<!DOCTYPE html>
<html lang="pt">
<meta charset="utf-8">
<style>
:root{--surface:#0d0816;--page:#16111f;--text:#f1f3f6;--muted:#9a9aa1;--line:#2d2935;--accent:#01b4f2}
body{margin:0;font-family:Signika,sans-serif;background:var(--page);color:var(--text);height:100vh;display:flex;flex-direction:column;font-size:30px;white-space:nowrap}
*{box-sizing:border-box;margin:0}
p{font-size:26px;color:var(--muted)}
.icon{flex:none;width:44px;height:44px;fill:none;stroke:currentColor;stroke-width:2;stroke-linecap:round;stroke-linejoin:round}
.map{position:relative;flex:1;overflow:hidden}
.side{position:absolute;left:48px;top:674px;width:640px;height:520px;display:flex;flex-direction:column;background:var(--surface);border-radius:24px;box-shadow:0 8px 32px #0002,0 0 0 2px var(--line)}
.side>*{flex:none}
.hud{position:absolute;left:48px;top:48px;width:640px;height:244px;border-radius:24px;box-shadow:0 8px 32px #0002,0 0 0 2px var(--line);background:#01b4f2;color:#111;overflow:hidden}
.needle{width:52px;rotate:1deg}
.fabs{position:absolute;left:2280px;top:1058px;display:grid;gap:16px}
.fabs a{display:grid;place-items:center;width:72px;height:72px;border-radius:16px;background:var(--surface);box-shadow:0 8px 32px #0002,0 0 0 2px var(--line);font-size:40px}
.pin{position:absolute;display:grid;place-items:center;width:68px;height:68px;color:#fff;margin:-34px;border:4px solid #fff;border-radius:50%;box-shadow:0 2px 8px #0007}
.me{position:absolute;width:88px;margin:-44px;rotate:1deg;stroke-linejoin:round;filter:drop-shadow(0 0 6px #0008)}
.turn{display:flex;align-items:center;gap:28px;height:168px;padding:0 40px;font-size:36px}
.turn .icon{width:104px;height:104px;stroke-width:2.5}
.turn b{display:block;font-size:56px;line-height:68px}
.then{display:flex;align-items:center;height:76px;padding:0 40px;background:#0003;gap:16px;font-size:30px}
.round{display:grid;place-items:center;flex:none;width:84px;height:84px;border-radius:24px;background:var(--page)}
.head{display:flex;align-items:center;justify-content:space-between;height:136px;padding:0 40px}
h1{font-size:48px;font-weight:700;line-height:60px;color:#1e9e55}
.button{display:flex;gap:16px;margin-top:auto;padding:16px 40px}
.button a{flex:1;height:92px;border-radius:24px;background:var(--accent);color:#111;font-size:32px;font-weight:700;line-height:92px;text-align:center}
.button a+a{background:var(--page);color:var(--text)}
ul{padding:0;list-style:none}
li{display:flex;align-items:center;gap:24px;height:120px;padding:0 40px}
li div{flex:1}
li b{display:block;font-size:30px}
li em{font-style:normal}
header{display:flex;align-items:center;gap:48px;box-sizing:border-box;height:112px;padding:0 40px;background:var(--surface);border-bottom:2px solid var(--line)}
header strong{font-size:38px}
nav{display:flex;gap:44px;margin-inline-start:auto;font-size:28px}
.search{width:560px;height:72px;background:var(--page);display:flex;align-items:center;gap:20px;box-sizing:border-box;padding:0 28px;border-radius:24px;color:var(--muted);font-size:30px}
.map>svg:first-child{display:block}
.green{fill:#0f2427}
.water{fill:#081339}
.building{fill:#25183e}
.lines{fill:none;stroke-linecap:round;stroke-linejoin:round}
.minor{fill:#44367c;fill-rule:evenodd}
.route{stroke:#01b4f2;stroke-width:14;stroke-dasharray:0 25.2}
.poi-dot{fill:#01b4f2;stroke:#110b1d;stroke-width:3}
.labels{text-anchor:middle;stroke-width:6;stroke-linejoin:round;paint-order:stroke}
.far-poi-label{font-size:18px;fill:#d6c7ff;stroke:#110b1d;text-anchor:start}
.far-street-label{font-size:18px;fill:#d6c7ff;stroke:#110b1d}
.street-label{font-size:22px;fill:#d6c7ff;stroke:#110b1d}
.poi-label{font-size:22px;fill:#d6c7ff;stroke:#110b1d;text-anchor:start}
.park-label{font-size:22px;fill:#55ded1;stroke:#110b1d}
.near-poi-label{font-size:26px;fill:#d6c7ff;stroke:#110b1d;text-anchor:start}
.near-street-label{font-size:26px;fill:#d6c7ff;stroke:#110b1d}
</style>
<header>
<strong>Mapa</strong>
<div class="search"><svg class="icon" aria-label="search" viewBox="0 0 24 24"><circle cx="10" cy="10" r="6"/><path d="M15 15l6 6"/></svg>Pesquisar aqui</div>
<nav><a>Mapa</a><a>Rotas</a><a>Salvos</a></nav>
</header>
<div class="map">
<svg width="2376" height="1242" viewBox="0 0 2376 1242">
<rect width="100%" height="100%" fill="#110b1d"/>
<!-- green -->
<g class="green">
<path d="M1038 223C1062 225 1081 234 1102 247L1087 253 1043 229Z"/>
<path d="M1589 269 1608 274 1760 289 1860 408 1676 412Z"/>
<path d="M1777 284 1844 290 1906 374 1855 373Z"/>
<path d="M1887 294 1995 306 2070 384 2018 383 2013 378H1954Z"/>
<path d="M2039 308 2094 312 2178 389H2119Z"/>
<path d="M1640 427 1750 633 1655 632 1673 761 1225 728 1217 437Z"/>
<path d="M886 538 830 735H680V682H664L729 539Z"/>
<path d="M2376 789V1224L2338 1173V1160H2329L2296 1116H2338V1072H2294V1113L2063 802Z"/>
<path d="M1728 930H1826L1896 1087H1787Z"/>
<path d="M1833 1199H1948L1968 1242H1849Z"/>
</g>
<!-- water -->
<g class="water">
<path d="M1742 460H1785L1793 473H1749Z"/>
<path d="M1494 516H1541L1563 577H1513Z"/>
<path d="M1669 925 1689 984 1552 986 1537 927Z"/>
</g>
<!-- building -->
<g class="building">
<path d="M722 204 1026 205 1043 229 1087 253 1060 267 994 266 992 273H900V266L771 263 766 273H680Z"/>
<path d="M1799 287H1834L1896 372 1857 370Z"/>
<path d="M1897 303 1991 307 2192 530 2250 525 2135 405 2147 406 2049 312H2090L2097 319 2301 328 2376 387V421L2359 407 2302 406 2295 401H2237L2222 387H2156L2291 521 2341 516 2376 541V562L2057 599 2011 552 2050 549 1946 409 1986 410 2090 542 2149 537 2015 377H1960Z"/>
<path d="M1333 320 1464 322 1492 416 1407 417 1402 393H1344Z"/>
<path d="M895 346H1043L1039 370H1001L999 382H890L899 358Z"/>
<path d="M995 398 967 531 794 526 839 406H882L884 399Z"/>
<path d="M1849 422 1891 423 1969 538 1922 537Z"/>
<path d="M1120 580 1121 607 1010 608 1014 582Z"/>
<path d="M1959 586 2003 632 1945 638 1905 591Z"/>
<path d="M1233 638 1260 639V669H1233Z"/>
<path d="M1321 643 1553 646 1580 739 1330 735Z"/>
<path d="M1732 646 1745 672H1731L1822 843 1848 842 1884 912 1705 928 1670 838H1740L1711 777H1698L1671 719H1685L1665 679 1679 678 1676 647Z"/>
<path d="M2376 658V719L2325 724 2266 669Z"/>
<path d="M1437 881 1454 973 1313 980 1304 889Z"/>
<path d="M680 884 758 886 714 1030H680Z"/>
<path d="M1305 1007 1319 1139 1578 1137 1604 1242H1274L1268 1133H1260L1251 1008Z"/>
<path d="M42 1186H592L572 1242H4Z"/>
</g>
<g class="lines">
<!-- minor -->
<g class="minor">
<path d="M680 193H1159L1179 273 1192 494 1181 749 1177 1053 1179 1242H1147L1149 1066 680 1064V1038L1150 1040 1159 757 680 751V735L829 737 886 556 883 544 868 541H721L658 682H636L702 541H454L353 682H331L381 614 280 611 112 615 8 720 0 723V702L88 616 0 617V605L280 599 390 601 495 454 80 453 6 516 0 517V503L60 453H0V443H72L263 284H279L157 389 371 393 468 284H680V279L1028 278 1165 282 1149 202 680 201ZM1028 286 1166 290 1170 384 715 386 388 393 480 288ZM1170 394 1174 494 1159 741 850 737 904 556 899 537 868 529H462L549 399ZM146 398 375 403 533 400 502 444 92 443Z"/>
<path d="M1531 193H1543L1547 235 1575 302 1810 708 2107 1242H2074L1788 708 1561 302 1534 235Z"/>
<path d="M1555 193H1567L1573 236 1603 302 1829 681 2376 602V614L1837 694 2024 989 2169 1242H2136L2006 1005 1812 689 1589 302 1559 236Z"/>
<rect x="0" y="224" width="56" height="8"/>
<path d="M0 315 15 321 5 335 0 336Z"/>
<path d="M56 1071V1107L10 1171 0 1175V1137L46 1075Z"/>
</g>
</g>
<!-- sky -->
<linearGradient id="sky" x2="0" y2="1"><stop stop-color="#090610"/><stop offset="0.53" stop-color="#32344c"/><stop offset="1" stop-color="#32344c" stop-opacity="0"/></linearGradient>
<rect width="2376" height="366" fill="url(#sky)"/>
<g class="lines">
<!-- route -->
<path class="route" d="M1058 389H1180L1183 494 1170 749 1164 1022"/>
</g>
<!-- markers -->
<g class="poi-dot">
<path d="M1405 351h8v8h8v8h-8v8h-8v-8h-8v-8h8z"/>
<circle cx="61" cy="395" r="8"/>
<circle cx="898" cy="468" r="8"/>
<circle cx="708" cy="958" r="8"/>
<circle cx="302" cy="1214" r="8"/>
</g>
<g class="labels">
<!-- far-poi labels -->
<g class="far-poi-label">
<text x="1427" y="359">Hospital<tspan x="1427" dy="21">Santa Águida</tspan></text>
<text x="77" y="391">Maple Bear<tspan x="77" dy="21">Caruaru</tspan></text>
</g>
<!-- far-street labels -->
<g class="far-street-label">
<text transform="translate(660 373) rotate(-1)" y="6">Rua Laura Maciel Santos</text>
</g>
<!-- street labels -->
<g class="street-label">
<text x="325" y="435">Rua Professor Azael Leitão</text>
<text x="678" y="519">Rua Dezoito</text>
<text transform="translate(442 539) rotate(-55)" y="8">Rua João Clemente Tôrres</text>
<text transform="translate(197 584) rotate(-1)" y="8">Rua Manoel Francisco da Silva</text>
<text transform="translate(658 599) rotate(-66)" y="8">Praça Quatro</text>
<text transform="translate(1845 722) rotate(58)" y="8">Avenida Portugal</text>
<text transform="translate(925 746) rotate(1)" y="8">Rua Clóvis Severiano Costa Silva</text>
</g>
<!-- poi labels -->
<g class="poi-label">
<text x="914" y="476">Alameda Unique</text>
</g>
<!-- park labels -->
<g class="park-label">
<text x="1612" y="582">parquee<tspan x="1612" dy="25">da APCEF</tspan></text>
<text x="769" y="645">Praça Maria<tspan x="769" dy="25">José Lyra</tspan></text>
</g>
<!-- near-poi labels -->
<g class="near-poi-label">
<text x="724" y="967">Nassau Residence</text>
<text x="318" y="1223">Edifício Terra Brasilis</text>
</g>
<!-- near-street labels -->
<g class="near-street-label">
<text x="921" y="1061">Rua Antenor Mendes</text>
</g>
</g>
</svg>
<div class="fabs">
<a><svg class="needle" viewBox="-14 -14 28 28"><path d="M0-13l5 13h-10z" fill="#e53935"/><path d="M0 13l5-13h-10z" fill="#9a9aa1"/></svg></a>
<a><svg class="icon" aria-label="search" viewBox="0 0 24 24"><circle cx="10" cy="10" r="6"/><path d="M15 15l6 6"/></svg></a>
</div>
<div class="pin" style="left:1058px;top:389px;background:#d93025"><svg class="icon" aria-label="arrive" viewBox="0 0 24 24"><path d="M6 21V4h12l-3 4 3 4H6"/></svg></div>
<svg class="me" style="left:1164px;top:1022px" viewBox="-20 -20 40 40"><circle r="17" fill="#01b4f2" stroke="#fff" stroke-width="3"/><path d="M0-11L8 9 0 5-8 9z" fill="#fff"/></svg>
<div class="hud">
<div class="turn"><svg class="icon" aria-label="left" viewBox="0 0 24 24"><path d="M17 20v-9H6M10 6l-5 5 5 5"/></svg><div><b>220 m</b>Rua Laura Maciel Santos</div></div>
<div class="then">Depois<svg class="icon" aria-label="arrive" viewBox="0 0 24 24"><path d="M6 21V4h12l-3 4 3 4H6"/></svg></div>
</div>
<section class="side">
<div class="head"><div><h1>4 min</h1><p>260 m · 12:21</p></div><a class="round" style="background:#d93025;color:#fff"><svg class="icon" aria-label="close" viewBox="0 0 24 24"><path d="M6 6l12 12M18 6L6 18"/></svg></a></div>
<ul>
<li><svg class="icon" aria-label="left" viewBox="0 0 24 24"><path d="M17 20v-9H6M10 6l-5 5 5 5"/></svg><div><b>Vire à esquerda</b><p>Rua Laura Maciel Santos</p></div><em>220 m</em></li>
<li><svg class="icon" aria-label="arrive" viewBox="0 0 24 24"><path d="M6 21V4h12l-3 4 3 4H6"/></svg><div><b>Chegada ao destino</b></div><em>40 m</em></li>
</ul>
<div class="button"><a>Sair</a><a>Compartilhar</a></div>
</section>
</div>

• [Problem details] Report every line above that has the string "sizing" in it.

• [Response box]
*{box-sizing:border-box;margin:0}
header{display:flex;align-items:center;gap:48px;box-sizing:border-box;height:112px;padding:0 40px;background:var(--surface);border-bottom:2px solid var(--line)}
.search{width:560px;height:72px;background:var(--page);display:flex;align-items:center;gap:20px;box-sizing:border-box;padding:0 28px;border-radius:24px;color:var(--muted);font-size:30px}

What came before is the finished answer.